- [What needs to be done]: All of the records must be restated exactly, with every line complete.

[Data records]
######

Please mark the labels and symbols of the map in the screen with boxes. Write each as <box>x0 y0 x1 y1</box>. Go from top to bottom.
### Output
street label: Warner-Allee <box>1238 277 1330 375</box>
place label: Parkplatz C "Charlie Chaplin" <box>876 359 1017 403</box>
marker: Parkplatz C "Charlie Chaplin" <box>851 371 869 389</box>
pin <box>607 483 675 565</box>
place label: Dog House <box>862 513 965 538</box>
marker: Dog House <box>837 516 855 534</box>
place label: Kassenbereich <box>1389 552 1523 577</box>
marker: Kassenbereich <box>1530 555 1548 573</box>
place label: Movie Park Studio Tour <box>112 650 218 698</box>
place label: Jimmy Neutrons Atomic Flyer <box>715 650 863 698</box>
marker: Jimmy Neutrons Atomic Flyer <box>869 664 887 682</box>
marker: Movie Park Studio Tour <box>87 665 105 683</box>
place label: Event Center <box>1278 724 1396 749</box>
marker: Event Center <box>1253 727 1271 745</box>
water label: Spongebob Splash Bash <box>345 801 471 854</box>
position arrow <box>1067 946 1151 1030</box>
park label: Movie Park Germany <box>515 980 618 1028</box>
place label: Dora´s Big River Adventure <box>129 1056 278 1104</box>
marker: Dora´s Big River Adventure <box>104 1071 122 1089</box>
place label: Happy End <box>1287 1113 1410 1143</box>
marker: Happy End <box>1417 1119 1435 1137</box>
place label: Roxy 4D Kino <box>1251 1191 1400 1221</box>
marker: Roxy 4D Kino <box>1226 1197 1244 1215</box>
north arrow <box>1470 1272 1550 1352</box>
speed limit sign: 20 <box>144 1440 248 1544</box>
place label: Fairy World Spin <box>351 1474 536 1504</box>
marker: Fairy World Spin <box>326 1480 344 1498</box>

######

- [Output for this task]:
Please mark the labels and symbols of the map in the screen with boxes. Write each as <box>x0 y0 x1 y1</box>. Go from top to bottom.
### Output
street label: Warner-Allee <box>1238 277 1330 375</box>
place label: Parkplatz C "Charlie Chaplin" <box>876 359 1017 403</box>
marker: Parkplatz C "Charlie Chaplin" <box>851 371 869 389</box>
pin <box>607 483 675 565</box>
place label: Dog House <box>862 513 965 538</box>
marker: Dog House <box>837 516 855 534</box>
place label: Kassenbereich <box>1389 552 1523 577</box>
marker: Kassenbereich <box>1530 555 1548 573</box>
place label: Movie Park Studio Tour <box>112 650 218 698</box>
place label: Jimmy Neutrons Atomic Flyer <box>715 650 863 698</box>
marker: Jimmy Neutrons Atomic Flyer <box>869 664 887 682</box>
marker: Movie Park Studio Tour <box>87 665 105 683</box>
place label: Event Center <box>1278 724 1396 749</box>
marker: Event Center <box>1253 727 1271 745</box>
water label: Spongebob Splash Bash <box>345 801 471 854</box>
position arrow <box>1067 946 1151 1030</box>
park label: Movie Park Germany <box>515 980 618 1028</box>
place label: Dora´s Big River Adventure <box>129 1056 278 1104</box>
marker: Dora´s Big River Adventure <box>104 1071 122 1089</box>
place label: Happy End <box>1287 1113 1410 1143</box>
marker: Happy End <box>1417 1119 1435 1137</box>
place label: Roxy 4D Kino <box>1251 1191 1400 1221</box>
marker: Roxy 4D Kino <box>1226 1197 1244 1215</box>
north arrow <box>1470 1272 1550 1352</box>
speed limit sign: 20 <box>144 1440 248 1544</box>
place label: Fairy World Spin <box>351 1474 536 1504</box>
marker: Fairy World Spin <box>326 1480 344 1498</box>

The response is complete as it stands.